**Work to complete:** For this exercise, retype all the data exactly and exclude every image.

Collected data:
Content starts

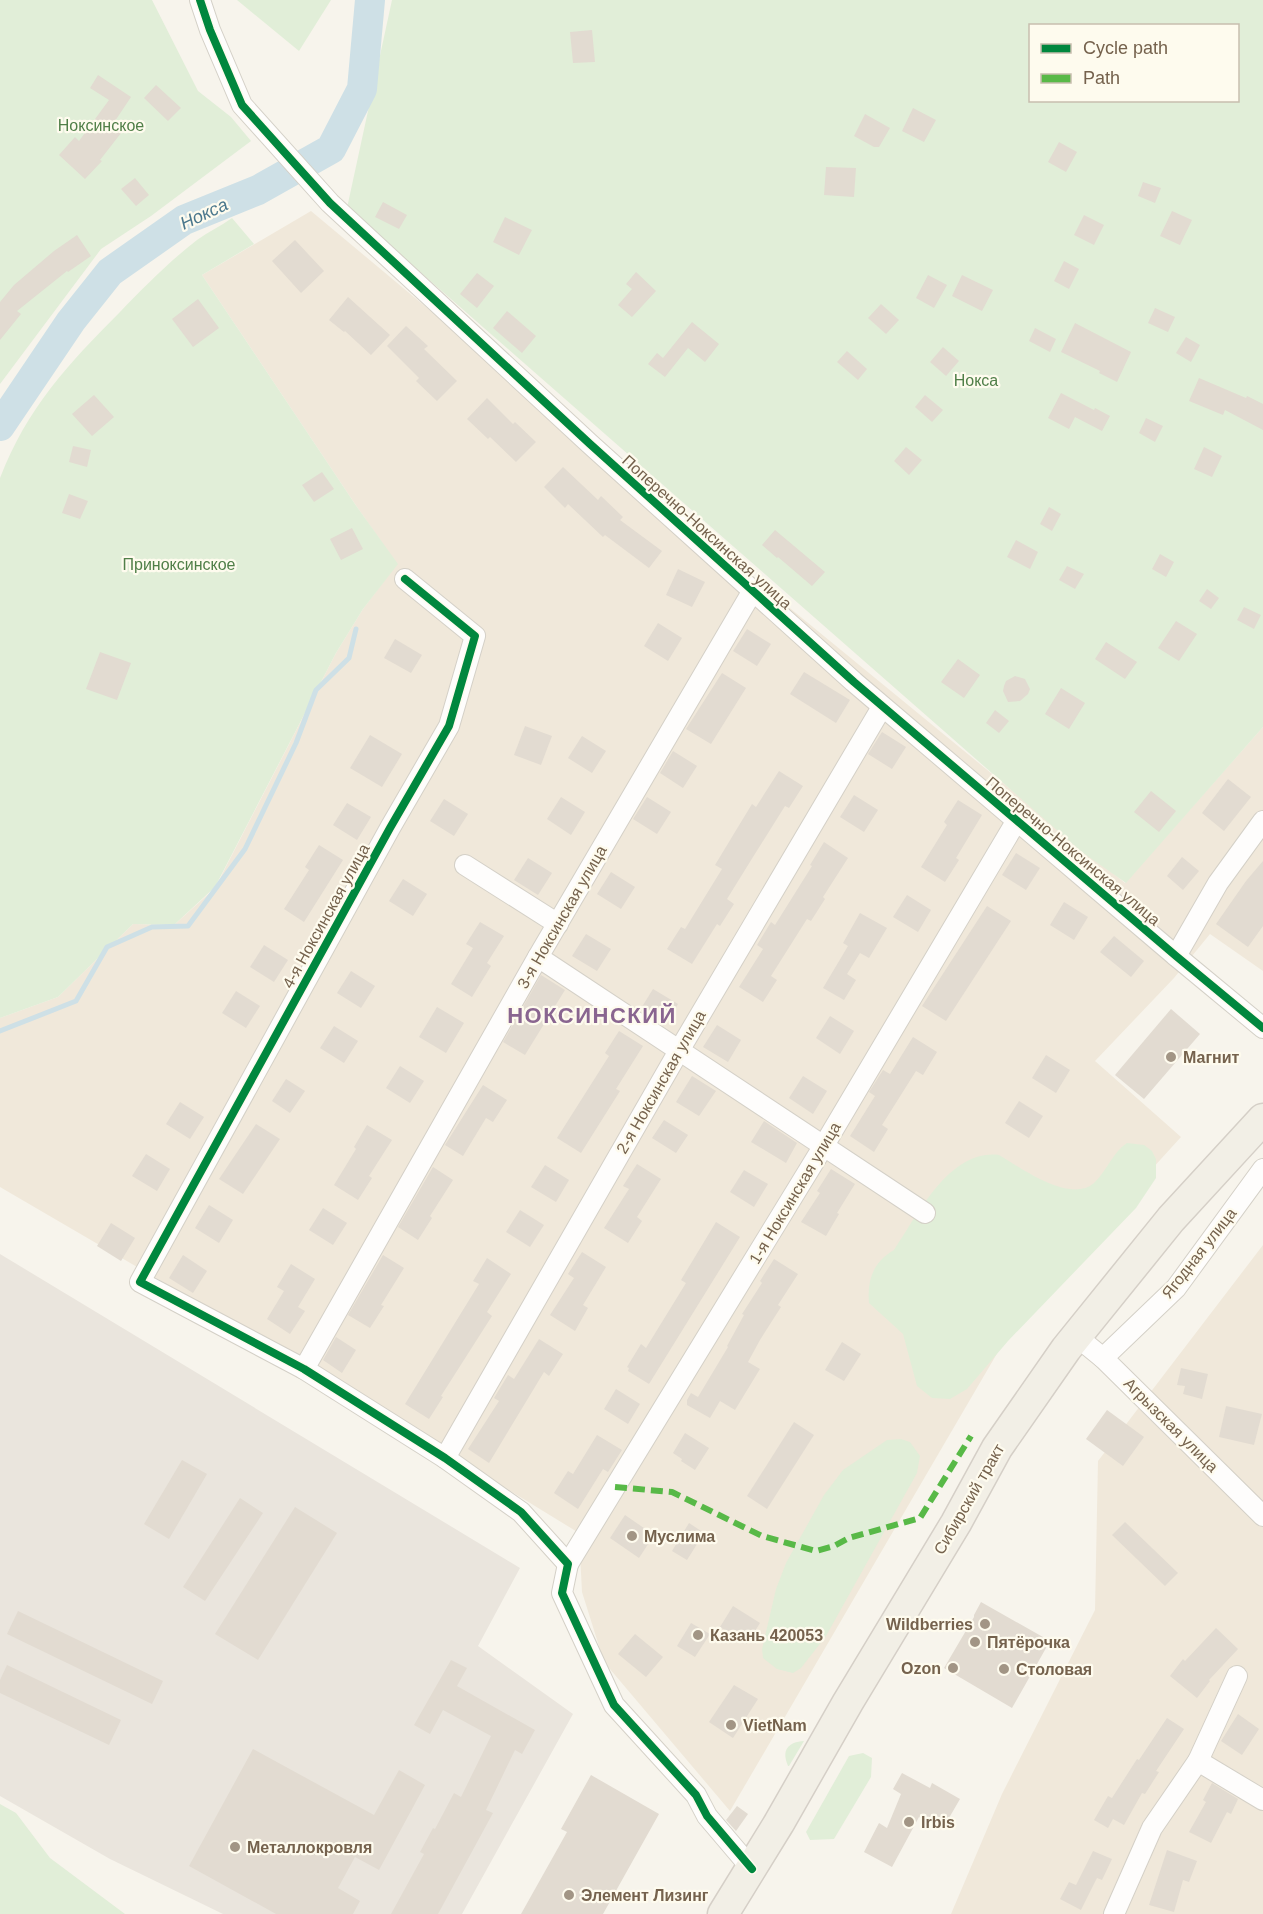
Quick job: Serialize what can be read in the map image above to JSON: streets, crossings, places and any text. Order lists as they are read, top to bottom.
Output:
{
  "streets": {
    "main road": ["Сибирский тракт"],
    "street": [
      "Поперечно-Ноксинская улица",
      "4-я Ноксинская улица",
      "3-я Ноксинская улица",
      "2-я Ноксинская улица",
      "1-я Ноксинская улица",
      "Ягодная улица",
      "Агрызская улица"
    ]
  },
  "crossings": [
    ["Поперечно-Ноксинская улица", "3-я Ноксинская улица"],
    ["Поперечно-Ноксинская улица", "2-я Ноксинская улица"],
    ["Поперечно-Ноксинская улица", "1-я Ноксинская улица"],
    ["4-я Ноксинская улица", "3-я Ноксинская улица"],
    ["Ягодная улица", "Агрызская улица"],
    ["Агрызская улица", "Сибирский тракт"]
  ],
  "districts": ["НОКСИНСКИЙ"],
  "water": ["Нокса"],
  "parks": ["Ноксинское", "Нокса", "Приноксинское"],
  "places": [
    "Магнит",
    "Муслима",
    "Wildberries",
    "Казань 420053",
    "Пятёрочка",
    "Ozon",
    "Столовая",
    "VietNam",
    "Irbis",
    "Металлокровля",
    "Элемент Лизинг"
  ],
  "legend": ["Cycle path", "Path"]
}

Content ends

**Completed exercise:**
Quick job: Serialize what can be read in the map image above to JSON: streets, crossings, places and any text. Order lists as they are read, top to bottom.
Output:
{
  "streets": {
    "main road": ["Сибирский тракт"],
    "street": [
      "Поперечно-Ноксинская улица",
      "4-я Ноксинская улица",
      "3-я Ноксинская улица",
      "2-я Ноксинская улица",
      "1-я Ноксинская улица",
      "Ягодная улица",
      "Агрызская улица"
    ]
  },
  "crossings": [
    ["Поперечно-Ноксинская улица", "3-я Ноксинская улица"],
    ["Поперечно-Ноксинская улица", "2-я Ноксинская улица"],
    ["Поперечно-Ноксинская улица", "1-я Ноксинская улица"],
    ["4-я Ноксинская улица", "3-я Ноксинская улица"],
    ["Ягодная улица", "Агрызская улица"],
    ["Агрызская улица", "Сибирский тракт"]
  ],
  "districts": ["НОКСИНСКИЙ"],
  "water": ["Нокса"],
  "parks": ["Ноксинское", "Нокса", "Приноксинское"],
  "places": [
    "Магнит",
    "Муслима",
    "Wildberries",
    "Казань 420053",
    "Пятёрочка",
    "Ozon",
    "Столовая",
    "VietNam",
    "Irbis",
    "Металлокровля",
    "Элемент Лизинг"
  ],
  "legend": ["Cycle path", "Path"]
}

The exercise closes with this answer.